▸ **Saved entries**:
· · · · · · ·

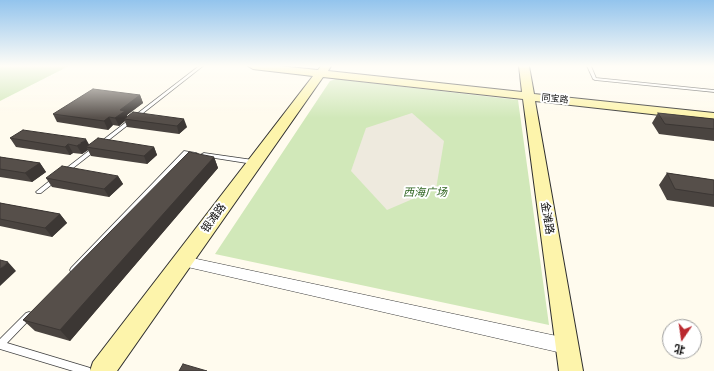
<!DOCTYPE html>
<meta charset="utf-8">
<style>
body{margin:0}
#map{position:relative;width:714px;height:371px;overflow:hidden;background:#fffbee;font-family:"IBM Plex Serif","Noto Sans SC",serif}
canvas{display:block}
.north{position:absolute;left:662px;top:319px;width:40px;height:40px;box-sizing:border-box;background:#fff;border:1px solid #9e9e9e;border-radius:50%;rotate:193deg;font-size:11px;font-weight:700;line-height:16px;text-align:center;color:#0d0d0d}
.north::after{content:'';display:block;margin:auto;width:14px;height:18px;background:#ba292f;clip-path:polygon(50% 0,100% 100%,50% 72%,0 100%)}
</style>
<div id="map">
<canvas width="714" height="371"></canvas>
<div class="north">北</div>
</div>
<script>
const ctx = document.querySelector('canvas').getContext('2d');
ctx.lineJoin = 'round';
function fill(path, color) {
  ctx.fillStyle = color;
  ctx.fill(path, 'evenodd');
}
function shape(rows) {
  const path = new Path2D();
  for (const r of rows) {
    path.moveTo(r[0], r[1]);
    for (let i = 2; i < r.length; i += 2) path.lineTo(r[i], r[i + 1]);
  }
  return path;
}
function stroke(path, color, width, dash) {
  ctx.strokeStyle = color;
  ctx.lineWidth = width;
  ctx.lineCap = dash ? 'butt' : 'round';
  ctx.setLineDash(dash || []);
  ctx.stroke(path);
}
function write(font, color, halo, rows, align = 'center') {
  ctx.font = font + ' "IBM Plex Serif","Noto Sans SC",serif';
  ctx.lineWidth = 4;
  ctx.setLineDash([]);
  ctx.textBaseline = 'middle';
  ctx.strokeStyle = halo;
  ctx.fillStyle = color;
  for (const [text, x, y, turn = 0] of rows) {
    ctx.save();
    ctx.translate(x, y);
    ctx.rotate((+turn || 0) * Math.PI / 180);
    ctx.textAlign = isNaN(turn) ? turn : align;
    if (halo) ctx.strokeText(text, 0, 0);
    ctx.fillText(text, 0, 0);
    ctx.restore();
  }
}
fill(shape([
 [0,66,69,66,0,101],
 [336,79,518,100,549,325,215,254,330,81]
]), '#d1e8b9');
fill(shape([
 [412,113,444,141,436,189,387,210,351,171,366,128]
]), '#eeeade');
const lane = shape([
 [199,66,203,66,68,172,64,172,63,171,64,170,199,66],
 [587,66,591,66,596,78,714,90,714,92,595,80,593,79,587,66],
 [184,151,196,153,198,154,196,155,187,154,75,272,73,273,71,272,70,270,71,268,184,151],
 [204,153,253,160,256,162,253,164,202,156,201,155,202,154,204,153],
 [54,178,57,180,56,181,41,193,37,193,36,192,37,191,52,179,54,178],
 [29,312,32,313,33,315,32,317,7,343,87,367,90,368,91,371,73,371,0,349,0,339,26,313,29,312]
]);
const street = shape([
 [183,256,566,338,572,340,574,346,572,352,566,354,183,266,178,265,176,261,178,257,183,256]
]);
const secondary = shape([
 [248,66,279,66,318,70,321,66,331,66,328,71,522,92,519,66,529,66,534,94,714,113,714,121,535,101,583,371,559,371,523,99,323,77,117,371,90,371,93,362,313,76,253,69,248,66]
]);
stroke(lane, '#404040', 1.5);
stroke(street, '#404040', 1);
stroke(secondary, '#2f2f2f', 2);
fill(lane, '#fff');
fill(street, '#fff');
fill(secondary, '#fdf4ab');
fill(shape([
 [140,95,143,103,127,115,127,117,187,127,179,134,127,127,125,121,119,126,113,125,108,130,57,122,53,114],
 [658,113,714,119,714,141,659,134,652,123],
 [10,138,89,145,154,147,157,155,147,164,91,156,88,150,82,154,73,153,70,155,16,147],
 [0,157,40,163,46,172,32,182,0,177],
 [214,157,218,168,70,341,35,331,23,320],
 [667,173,714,180,714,207,667,200,659,185],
 [118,176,123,184,109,197,52,187,46,178],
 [0,203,60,214,67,223,52,237,0,226]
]), '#4a4440');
fill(shape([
 [140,95,143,103,127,115,128,119,124,119,125,121,119,126,115,118,120,110],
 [109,117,113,125,108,130,104,121],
 [184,119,187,127,179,134,177,126],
 [86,139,91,148,86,147,88,150,82,154,77,146],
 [68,144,73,153,70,155,65,147],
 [154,147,157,155,147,164,144,156],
 [214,157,218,168,70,341,60,330],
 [40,163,46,172,32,182,25,173],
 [118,176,123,184,109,197,104,189],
 [60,214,67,223,52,237,45,228],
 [8,262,16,271,0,286,0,269]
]), '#3c3734');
const building = shape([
 [93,89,140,95,120,110,125,111,115,118,109,117,104,121,53,114,93,89],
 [133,112,184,119,177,126,124,119,133,112],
 [658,113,714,119,714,129,665,124,658,113],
 [23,130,86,139,77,146,68,144,65,147,10,138,23,130],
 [98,138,154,147,144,156,86,147,98,138],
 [189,152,214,157,60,330,23,320,189,152],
 [0,157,40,163,25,173,0,169,0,157],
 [62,166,118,176,104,189,46,178,62,166],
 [667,173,714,180,714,195,675,189,667,173],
 [0,203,60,214,45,228,0,219,0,203],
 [0,260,8,262,0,269,0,260],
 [183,364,207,371,179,371,183,364]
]);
fill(building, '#564f4a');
stroke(building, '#3c3734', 1);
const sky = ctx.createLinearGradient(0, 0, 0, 118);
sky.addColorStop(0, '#93c4ed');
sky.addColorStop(0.56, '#fffdf7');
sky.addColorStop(1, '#fffdf700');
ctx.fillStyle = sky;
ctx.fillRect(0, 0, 714, 118);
write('9px', '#0d0d0d', '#fff', [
 ["同宝路",555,99,6]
]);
write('italic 11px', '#2d631f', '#fff', [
 ["西海广场",425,193]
]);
write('11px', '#0d0d0d', '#fff', [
 ["银滩路",214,218,-54],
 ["金滩路",547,218,81]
]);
</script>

· · · · · · ·

When the word "canvas" shows up in a line of the entries, pull that line out.

canvas{display:block}
<canvas width="714" height="371"></canvas>
const ctx = document.querySelector('canvas').getContext('2d');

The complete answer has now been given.